## Exercise brief
Nothing outside the range is wanted. Repeat exactly the lines below from the one with "display:flex; gap:14px; padding:21px" through the one with "position:relative; flex:none; width:1096px;".

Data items
---+---

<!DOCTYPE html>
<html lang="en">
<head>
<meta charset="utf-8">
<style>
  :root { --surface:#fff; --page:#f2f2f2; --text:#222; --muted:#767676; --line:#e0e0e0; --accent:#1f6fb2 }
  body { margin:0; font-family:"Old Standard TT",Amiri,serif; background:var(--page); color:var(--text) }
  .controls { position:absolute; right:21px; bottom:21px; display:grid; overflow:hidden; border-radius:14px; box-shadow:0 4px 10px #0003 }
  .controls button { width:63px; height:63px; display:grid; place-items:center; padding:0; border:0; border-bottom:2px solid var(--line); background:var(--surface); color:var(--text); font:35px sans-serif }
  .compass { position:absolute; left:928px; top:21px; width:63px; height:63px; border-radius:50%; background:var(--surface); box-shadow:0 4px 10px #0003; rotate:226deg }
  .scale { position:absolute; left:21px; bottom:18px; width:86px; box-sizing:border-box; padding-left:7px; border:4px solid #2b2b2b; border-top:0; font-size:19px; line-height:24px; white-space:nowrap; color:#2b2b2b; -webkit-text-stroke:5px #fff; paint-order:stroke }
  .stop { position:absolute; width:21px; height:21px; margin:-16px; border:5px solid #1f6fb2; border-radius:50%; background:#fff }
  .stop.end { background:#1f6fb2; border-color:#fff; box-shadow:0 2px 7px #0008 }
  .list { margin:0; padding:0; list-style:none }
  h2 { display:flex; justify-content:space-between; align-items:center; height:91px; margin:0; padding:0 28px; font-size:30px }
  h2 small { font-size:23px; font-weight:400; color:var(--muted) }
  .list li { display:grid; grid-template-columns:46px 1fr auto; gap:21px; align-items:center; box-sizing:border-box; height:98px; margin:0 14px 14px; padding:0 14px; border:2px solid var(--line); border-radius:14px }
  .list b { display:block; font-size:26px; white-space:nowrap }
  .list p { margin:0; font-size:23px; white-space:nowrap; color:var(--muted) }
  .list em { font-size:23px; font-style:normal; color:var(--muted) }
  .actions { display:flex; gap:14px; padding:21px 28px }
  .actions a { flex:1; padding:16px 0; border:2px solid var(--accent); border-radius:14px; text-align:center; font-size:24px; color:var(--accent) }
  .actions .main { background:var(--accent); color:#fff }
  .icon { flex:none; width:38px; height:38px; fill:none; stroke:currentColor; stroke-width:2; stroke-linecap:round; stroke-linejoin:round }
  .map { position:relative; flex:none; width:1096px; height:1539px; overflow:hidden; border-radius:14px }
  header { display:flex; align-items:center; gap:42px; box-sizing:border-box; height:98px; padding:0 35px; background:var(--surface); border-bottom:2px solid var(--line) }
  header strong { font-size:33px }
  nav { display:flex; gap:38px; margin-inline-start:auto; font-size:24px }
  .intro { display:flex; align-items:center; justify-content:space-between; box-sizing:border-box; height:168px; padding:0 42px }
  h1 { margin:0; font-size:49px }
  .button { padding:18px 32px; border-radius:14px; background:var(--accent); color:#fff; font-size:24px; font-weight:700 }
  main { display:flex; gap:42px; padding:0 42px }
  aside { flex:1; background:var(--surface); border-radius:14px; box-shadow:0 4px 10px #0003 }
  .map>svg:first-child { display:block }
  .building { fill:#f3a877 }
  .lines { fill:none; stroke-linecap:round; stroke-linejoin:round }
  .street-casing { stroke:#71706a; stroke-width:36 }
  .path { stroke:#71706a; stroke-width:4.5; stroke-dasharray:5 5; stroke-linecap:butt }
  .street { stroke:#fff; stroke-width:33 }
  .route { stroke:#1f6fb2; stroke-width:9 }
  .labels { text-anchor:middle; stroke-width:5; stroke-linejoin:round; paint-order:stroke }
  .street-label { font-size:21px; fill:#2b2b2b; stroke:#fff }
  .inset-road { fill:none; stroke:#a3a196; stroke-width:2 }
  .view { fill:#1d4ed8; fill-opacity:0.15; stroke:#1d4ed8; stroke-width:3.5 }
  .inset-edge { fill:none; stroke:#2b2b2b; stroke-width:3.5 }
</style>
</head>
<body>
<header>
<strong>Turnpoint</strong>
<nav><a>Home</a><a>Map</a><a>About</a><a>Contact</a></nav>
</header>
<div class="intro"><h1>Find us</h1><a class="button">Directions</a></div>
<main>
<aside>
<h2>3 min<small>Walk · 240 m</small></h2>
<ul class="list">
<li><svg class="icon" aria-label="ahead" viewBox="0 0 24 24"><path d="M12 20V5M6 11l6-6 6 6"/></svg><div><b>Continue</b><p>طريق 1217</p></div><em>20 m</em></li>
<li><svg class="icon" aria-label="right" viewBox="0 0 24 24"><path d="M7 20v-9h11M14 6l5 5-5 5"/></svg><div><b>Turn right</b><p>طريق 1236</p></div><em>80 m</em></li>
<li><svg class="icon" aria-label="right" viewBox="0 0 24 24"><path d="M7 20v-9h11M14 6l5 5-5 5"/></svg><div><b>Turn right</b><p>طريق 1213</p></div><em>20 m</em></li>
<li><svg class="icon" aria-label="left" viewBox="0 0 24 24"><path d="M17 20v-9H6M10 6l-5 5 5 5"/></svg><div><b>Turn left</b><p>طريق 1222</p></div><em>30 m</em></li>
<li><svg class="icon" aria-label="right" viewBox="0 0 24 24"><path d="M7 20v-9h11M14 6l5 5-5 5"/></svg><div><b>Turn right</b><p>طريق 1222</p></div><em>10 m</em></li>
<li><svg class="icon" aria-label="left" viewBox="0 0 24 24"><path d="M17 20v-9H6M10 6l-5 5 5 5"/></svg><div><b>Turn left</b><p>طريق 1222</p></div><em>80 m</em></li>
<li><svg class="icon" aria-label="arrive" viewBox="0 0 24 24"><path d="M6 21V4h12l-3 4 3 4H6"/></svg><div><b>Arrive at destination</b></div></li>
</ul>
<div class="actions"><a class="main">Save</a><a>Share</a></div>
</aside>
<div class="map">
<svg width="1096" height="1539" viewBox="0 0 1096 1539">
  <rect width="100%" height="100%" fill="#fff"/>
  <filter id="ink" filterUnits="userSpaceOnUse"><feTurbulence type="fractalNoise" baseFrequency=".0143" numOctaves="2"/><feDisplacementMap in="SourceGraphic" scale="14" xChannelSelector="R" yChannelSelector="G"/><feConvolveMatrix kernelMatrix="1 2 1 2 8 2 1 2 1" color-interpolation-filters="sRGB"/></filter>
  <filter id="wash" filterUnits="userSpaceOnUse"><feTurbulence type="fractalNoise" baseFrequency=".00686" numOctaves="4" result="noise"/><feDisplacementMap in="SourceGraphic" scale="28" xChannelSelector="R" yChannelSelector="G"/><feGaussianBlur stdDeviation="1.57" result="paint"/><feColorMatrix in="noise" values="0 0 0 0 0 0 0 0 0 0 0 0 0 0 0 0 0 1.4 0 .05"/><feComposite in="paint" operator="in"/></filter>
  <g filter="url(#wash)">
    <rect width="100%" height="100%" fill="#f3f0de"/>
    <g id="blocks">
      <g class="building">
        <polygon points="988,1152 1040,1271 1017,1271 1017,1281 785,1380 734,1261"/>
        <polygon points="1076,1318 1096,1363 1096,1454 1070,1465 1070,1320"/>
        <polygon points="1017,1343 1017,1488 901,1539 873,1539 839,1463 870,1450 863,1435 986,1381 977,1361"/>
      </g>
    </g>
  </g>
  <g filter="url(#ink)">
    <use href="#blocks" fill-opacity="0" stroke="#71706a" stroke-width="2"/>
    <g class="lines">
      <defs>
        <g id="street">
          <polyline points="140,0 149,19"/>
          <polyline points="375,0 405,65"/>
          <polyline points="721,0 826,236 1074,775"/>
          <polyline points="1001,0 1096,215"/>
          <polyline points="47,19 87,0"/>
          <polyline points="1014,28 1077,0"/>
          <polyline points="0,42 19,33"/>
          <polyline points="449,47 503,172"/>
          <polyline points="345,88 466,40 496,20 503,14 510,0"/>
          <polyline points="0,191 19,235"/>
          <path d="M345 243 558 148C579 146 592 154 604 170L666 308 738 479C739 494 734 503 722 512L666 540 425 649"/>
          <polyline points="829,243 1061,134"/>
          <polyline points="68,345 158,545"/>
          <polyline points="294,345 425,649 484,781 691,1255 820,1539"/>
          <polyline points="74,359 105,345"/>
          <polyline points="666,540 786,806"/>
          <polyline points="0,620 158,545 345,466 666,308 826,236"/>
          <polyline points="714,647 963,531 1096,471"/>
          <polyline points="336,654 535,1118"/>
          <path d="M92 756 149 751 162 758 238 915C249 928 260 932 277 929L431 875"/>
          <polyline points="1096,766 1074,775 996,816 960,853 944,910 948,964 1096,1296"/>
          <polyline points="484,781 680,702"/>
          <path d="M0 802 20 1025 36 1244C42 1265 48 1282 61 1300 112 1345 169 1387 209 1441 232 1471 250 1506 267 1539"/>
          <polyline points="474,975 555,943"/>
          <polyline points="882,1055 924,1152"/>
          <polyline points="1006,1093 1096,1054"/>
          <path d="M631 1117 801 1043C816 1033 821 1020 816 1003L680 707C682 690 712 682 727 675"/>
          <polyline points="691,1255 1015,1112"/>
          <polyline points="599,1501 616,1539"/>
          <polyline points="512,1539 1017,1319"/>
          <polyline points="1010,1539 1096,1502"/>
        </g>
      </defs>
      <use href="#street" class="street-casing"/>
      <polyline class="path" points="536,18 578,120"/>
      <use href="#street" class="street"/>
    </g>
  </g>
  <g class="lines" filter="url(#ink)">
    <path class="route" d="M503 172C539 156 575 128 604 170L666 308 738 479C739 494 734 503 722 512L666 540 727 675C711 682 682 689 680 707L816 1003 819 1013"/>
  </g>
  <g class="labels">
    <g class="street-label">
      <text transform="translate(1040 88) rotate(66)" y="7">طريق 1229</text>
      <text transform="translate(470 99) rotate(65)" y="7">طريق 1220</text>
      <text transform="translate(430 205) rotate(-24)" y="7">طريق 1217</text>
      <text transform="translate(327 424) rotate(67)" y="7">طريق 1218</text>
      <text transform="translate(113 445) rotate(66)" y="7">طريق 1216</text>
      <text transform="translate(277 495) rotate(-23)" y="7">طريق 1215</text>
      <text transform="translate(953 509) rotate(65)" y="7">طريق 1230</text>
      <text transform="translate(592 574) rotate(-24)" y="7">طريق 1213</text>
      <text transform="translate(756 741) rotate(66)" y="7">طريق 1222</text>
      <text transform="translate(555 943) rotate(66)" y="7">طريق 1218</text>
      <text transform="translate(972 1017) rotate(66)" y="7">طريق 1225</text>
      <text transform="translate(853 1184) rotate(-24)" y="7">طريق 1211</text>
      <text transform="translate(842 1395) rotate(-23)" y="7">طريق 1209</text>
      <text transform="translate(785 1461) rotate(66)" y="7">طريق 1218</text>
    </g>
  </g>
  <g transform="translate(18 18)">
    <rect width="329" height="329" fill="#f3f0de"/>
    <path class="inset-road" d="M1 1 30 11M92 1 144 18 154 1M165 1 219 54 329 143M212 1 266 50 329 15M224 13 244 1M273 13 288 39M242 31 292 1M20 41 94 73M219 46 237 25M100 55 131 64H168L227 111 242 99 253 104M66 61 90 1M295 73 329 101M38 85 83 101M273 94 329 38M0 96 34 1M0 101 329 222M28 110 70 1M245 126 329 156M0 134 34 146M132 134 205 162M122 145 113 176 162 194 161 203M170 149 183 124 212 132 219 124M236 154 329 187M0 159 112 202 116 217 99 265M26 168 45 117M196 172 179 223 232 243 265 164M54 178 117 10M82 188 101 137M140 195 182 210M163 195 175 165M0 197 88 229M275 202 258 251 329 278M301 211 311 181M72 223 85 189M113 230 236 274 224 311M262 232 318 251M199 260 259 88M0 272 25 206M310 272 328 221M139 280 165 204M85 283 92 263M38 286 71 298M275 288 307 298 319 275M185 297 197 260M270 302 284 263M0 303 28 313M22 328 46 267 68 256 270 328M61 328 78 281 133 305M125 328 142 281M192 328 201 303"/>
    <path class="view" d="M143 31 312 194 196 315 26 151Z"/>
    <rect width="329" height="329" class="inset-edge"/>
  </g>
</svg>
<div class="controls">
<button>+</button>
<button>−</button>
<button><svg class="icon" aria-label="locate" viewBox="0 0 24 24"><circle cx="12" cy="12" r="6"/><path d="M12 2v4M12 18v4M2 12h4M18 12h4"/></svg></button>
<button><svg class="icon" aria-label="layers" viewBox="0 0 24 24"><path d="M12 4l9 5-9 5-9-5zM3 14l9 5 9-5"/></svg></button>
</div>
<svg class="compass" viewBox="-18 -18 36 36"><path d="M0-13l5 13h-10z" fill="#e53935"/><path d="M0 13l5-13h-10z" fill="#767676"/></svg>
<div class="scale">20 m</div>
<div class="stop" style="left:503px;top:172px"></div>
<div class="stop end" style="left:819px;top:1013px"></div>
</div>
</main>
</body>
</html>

---+---

## Solved problem
  .actions { display:flex; gap:14px; padding:21px 28px }
  .actions a { flex:1; padding:16px 0; border:2px solid var(--accent); border-radius:14px; text-align:center; font-size:24px; color:var(--accent) }
  .actions .main { background:var(--accent); color:#fff }
  .icon { flex:none; width:38px; height:38px; fill:none; stroke:currentColor; stroke-width:2; stroke-linecap:round; stroke-linejoin:round }
  .map { position:relative; flex:none; width:1096px; height:1539px; overflow:hidden; border-radius:14px }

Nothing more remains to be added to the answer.